## Required work
Wherever "north" appears in a line of the records below, count that line, and report only the number.

══ Entries provided

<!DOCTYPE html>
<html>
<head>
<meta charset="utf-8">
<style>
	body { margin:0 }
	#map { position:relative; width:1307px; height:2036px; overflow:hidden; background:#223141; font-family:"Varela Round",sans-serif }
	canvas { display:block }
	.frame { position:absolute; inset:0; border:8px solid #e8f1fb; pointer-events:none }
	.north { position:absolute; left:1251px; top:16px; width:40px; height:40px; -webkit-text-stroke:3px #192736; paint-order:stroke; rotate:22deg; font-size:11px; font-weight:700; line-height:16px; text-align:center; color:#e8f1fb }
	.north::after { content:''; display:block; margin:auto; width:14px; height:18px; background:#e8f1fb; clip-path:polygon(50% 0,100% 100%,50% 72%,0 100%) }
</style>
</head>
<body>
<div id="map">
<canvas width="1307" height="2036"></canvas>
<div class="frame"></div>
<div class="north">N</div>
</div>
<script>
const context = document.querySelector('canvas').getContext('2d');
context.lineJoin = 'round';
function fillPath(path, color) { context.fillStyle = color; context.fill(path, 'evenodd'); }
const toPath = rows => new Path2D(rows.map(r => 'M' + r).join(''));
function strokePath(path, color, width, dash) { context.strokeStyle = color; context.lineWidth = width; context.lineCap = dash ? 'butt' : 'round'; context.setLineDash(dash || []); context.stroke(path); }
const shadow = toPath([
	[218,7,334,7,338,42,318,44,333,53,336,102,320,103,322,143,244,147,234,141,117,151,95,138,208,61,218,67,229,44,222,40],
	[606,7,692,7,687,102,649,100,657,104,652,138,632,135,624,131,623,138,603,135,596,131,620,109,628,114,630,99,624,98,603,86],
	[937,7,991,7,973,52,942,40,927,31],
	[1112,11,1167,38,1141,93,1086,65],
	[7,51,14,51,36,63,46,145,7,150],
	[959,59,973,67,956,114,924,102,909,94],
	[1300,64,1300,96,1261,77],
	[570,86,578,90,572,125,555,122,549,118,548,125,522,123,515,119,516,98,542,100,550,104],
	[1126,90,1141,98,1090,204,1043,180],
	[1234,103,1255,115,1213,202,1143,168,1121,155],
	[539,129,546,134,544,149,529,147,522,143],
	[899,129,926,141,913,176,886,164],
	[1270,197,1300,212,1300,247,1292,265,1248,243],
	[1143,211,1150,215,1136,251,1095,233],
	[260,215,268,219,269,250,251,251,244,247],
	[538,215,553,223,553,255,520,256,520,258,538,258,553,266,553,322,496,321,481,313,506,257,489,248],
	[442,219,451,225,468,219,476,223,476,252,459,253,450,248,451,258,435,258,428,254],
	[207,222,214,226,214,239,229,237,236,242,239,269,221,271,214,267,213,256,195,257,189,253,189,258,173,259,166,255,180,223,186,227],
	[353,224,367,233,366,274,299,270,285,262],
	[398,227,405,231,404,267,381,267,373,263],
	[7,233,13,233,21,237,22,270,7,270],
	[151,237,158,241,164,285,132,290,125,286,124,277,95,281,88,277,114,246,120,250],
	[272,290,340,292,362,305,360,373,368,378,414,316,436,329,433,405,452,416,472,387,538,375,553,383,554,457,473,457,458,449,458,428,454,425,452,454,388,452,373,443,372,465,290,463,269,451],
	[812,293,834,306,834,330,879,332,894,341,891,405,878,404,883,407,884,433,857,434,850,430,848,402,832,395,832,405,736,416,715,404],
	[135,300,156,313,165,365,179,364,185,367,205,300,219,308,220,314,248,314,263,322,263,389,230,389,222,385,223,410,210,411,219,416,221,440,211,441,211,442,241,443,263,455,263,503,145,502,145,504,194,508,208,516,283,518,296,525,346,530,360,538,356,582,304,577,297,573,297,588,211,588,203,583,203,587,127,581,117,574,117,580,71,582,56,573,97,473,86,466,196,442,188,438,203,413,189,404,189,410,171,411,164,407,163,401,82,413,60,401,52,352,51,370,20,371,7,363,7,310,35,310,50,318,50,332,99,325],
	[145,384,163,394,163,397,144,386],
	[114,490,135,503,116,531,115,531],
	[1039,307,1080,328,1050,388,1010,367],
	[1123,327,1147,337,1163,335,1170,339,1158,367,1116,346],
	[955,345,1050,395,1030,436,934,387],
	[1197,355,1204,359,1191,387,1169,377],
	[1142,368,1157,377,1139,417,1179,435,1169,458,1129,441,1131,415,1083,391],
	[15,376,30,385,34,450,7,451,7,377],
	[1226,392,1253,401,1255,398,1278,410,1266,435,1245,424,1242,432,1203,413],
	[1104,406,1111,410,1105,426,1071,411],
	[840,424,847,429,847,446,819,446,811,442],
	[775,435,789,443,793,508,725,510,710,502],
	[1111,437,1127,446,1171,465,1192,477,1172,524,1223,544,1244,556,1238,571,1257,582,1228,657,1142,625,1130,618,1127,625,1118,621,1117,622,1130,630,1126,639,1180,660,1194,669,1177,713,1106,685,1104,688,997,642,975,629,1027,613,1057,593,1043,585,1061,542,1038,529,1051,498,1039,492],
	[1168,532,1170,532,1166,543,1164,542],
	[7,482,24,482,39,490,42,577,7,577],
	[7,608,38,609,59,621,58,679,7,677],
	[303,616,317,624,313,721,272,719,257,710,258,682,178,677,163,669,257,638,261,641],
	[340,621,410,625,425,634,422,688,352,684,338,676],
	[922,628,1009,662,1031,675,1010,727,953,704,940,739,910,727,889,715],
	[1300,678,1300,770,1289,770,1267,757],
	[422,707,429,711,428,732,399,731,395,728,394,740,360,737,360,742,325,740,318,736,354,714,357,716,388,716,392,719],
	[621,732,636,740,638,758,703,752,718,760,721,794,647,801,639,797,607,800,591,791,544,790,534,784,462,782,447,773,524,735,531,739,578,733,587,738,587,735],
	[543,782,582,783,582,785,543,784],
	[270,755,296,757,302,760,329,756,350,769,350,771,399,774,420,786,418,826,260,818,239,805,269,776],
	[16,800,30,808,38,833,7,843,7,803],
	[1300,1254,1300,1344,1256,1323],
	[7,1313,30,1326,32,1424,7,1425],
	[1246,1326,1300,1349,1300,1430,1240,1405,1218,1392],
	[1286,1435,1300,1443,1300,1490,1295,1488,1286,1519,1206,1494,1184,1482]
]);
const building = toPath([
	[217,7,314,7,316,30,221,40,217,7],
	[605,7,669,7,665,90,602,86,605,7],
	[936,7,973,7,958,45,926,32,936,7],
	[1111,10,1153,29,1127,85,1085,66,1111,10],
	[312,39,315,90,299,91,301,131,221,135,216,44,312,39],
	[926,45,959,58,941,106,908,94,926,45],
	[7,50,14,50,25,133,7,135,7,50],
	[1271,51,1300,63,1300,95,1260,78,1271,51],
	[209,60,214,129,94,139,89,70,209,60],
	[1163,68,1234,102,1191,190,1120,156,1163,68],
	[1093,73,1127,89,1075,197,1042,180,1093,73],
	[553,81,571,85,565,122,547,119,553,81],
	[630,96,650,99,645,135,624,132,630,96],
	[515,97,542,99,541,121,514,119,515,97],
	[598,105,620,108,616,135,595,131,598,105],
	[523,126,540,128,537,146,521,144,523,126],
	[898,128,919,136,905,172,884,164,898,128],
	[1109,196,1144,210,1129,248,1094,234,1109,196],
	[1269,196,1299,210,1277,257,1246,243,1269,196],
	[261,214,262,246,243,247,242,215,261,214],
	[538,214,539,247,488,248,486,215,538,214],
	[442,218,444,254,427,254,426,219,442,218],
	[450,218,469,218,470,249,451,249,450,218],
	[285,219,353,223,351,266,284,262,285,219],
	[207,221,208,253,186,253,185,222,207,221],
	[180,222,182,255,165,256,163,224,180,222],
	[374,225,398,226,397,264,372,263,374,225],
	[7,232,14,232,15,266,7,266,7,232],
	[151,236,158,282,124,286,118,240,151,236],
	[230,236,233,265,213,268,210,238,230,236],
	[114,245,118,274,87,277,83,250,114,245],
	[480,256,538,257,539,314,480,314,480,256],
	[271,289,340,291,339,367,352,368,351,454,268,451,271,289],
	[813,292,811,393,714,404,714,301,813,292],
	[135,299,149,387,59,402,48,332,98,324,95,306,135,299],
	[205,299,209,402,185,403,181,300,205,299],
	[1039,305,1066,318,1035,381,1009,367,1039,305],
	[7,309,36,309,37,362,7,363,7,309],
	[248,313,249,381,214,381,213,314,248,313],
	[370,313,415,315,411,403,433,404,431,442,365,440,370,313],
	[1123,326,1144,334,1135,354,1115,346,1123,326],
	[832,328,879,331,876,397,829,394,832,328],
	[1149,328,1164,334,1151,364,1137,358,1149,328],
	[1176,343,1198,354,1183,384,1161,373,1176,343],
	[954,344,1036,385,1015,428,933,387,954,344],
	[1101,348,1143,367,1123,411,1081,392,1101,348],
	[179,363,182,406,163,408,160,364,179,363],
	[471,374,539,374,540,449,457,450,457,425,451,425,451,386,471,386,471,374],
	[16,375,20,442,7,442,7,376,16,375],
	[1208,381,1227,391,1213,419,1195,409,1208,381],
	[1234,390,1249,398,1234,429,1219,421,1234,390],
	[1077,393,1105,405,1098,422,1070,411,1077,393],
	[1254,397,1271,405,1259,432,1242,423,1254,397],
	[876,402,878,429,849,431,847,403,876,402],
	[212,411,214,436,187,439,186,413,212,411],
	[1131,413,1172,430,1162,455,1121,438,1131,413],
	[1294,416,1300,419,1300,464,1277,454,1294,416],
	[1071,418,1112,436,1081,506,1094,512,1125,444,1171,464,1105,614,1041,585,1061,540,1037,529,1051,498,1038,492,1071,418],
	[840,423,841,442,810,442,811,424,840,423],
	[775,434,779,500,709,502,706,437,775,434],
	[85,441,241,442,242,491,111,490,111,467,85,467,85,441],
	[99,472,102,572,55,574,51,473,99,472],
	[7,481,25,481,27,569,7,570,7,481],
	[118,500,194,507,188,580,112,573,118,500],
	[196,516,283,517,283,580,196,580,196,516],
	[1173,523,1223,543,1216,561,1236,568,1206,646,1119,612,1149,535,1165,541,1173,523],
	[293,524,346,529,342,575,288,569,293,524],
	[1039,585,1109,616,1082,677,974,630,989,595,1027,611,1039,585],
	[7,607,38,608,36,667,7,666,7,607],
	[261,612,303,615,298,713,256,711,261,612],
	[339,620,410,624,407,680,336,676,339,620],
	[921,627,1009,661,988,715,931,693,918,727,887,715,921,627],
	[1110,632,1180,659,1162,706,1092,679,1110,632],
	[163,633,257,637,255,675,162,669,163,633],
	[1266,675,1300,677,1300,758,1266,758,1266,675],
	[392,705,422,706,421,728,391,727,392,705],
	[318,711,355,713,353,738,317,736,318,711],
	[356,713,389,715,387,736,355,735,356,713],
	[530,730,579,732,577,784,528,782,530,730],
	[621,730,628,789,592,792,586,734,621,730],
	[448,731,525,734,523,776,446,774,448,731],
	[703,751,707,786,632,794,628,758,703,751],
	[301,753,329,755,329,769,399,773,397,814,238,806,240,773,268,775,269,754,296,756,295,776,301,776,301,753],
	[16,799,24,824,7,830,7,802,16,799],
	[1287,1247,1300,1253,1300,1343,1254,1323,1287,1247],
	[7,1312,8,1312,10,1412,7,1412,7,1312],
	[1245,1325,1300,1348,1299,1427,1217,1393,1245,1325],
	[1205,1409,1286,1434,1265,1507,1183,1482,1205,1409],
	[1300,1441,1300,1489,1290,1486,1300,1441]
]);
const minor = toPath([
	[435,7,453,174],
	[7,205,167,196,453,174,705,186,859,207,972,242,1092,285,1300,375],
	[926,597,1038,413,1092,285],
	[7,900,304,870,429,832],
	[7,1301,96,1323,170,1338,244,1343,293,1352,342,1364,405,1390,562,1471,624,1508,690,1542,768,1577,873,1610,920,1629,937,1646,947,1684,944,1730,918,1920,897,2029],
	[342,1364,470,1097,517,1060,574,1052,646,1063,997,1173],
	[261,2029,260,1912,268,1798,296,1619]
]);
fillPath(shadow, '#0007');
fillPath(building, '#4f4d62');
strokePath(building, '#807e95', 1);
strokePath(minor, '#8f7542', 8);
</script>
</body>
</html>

════

## Answer section
3